BES2002 Poster Presentations Endocrine Tumours and Neoplasia (34 abstracts)
OCDEM, Radcliffe Infirmary, Oxford.
Aim: To assess the relationship between clinical symptoms, growth hormone (GH) and IGF-1 during medical treatment for acromegaly.
Methods and Patients: 6 patients, mean age 52y, (range 43-68), 4 males, were treated with Lanreotide SR (LAN). A growth hormone day curve (GHDC) and IGF-1 were assessed at week 0, pre LAN. All patients received LAN 30mg, 2weekly. GHDC was repeated at week 8, aiming for mean growth hormone (MGH) <5mu\/l. LAN was increased to weekly injections if MGH >5mu/l. A repeat profile was performed at week 16. A visual analogue symptom scale, ranging from 0 (no symptoms) to 10 (severe symptoms) was completed by all patients at weeks 0, 8 and 16.

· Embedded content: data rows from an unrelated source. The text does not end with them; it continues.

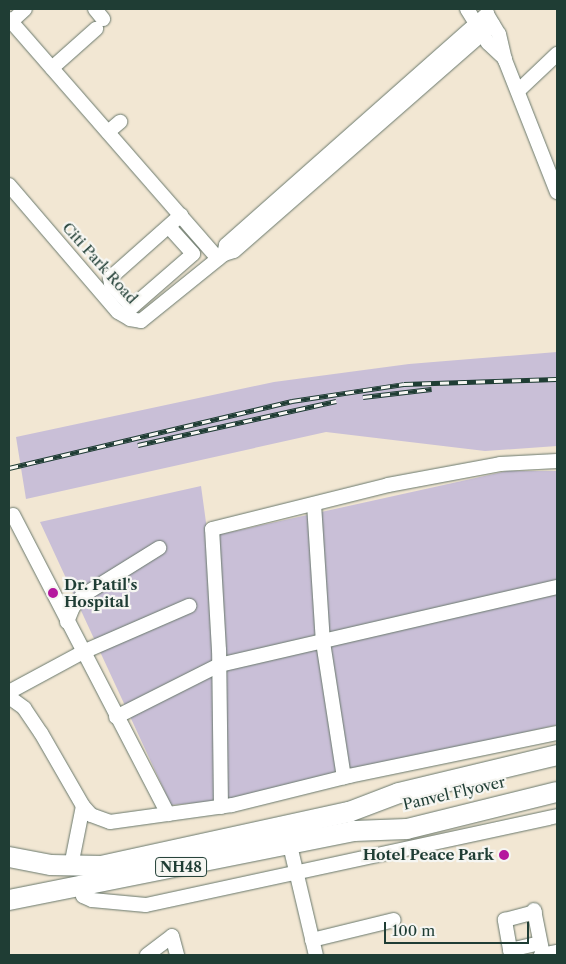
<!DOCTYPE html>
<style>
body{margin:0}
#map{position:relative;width:566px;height:964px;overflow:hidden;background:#f2e7d3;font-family:"Libre Caslon Text",serif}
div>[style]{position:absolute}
.industrial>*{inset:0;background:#c9bfd7}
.roads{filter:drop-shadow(0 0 1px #69786c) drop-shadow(0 0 1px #69786c)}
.minor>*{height:14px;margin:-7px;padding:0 7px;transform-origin:7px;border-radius:7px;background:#fff}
.highway>*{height:20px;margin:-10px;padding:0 10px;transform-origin:10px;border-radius:10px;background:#fff}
.rail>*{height:5px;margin-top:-2.5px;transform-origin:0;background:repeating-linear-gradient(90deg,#f6f6f2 0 9px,#1f3d34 0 18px);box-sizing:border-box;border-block:1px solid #1f3d34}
.dots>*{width:14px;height:14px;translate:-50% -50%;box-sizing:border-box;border:2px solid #f6f6f2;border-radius:50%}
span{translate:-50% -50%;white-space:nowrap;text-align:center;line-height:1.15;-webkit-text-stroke:4.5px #f6f6f2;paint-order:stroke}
.shield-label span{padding:1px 4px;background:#f6f6f2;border:1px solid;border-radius:4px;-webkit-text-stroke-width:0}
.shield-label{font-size:14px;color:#1f3d34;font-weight:700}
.street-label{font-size:15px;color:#1f3d34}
.poi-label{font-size:15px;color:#1f3d34;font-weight:700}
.left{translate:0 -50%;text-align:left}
.right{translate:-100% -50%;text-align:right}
.frame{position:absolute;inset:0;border:10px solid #1f3d34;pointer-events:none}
.scale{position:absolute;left:384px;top:922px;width:145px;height:22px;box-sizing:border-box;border:2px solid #1f3d34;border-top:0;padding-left:6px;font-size:15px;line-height:18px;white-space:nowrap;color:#1f3d34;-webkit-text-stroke:4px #f6f6f2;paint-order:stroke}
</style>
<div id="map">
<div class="industrial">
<div style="clip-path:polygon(557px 352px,557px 446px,485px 451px,326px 432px,26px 499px,16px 437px,274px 382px,409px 364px)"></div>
<div style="clip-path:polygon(507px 471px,557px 471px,557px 725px,232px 800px,171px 805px,40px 522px,201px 486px,208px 537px)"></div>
</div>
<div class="roads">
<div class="minor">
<div style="left:95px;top:9px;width:13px;rotate:51deg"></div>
<div style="left:467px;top:9px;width:40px;rotate:58deg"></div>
<div style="left:488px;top:43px;width:23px;rotate:43deg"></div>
<div style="left:488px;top:16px;width:21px;rotate:59deg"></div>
<div style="left:499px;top:34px;width:27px;rotate:77deg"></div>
<div style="left:505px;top:60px;width:142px;rotate:68.5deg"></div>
<div style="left:9px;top:19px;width:318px;rotate:48.9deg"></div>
<div style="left:11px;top:22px;width:19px;rotate:-43deg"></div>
<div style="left:52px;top:68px;width:59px;rotate:-41.6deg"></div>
<div style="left:518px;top:91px;width:54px;rotate:-43.5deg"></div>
<div style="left:108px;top:132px;width:16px;rotate:-40deg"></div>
<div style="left:9px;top:185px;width:167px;rotate:49.4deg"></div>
<div style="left:118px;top:312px;width:14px;rotate:30deg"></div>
<div style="left:130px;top:319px;width:11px;rotate:10deg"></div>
<div style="left:141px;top:321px;width:107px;rotate:-38.9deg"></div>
<div style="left:224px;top:254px;width:10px;rotate:-17deg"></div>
<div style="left:234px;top:251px;width:344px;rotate:-41.2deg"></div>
<div style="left:169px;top:227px;width:36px;rotate:48deg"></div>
<div style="left:193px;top:254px;width:81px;rotate:139deg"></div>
<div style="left:132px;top:307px;width:31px;rotate:-132deg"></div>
<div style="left:111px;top:284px;width:6px;rotate:-99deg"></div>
<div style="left:110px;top:278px;width:95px;rotate:-41.6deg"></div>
<div style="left:224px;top:254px;width:9px;rotate:-77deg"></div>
<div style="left:226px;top:245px;width:349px;rotate:-41.5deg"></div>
<div style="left:314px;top:504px;width:138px;rotate:86.3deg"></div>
<div style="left:323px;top:642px;width:137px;rotate:81.2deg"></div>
<div style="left:13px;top:515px;width:337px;rotate:62.6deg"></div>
<div style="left:67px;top:622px;width:16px;rotate:-68deg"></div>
<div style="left:73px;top:607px;width:14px;rotate:-51deg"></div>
<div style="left:82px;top:596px;width:91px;rotate:-31.9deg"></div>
<div style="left:9px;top:692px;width:84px;rotate:-28.4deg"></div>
<div style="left:83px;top:652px;width:116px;rotate:-23.5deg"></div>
<div style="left:9px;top:697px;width:19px;rotate:36deg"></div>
<div style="left:24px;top:708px;width:30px;rotate:56deg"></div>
<div style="left:41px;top:733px;width:84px;rotate:60.1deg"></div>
<div style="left:83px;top:806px;width:12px;rotate:48deg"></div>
<div style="left:91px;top:815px;width:20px;rotate:20deg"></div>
<div style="left:110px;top:822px;width:123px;rotate:-7.9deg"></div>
<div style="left:232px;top:805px;width:121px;rotate:-13.9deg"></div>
<div style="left:349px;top:776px;width:212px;rotate:-11.7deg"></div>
<div style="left:116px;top:717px;width:115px;rotate:-26.8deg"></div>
<div style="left:219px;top:665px;width:347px;rotate:-13deg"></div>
<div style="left:221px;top:807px;width:157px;rotate:-90.7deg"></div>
<div style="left:219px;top:650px;width:121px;rotate:-93.3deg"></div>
<div style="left:212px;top:529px;width:181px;rotate:-14deg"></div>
<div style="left:388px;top:485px;width:114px;rotate:-10.6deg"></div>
<div style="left:500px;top:464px;width:57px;rotate:-3deg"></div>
<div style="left:288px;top:837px;width:121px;rotate:76.7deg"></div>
<div style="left:71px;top:866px;width:61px;rotate:-78.7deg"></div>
<div style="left:81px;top:887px;width:9px;rotate:77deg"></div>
<div style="left:83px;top:896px;width:10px;rotate:24deg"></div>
<div style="left:92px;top:900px;width:54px;rotate:5.3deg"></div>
<div style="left:146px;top:905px;width:421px;rotate:-12.2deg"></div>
<div style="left:534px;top:910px;width:46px;rotate:78.7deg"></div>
<div style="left:312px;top:940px;width:84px;rotate:-13.7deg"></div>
<div style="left:510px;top:950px;width:31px;rotate:-13deg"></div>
<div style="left:147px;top:955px;width:31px;rotate:-37deg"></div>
<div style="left:172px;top:936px;width:20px;rotate:75deg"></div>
<div style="left:511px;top:955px;width:36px;rotate:-100deg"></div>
<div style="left:505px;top:920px;width:31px;rotate:-15deg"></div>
<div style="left:541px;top:955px;width:16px;rotate:-11deg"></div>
</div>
<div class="highway">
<div style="left:9px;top:857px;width:43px;rotate:10.8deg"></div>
<div style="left:51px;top:865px;width:50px;rotate:1.1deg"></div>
<div style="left:101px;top:866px;width:254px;rotate:-12.3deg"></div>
<div style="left:349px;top:812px;width:53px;rotate:-20.8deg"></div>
<div style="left:399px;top:793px;width:163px;rotate:-13.5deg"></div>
<div style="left:9px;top:900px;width:352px;rotate:-11.3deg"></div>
<div style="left:354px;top:831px;width:53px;rotate:-2.2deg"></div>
<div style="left:407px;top:829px;width:154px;rotate:-13.9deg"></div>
</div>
</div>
<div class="rail">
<div style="left:363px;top:397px;width:69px;rotate:-6.6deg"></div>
<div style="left:138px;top:445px;width:203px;rotate:-12.5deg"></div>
<div style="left:9px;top:468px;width:291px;rotate:-13.3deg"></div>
<div style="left:292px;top:401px;width:113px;rotate:-8.6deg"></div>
<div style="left:404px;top:384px;width:153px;rotate:-1.9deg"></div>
</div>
<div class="dots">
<div style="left:53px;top:593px;background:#b5179e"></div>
<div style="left:504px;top:855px;background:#b5179e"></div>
</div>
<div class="shield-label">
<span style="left:181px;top:867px">NH48</span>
</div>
<div class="street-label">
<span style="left:100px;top:263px;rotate:48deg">Citi Park Road</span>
<span style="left:454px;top:793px;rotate:-13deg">Panvel Flyover</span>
</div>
<div class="poi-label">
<span class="left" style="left:64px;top:593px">Dr. Patil's<br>Hospital</span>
<span class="right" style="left:494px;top:855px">Hotel Peace Park</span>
</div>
<div class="frame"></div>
<div class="scale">100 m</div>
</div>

Results: At diagnosis, all patients were symptomatic with mean score: Sweating-5.5, Headache-3.19, Joint pain-5.19, Tissue swelling-5.05. Symptoms improved with LAN treatment in the 5/6 LAN responders. Mean score at 16 weeks: Sweating 1.53, Headache- 1.75, Joint pain 1.33, Soft tissue swelling 1.91. Although individual assessment of excessive sweating and soft tissue swelling correlated very well with MGH (r=0.9, r=0.99), there was a less clear relationship between headaches and joint pain with MGH (r=0.68, r=0.85). There was no relationship between mean arterial blood pressure and GH/IGF-1 during treatment. In 2/6 patients, IGF-1 and MGH were discordant for at least 2 time points.
Conclusion: Sweating and tissue swelling are closely related to disease control in patients with acromegaly, whereas headaches and joint pain are less so. Assessment of treatment efficacy on the basis of IGF-1 alone needs further study.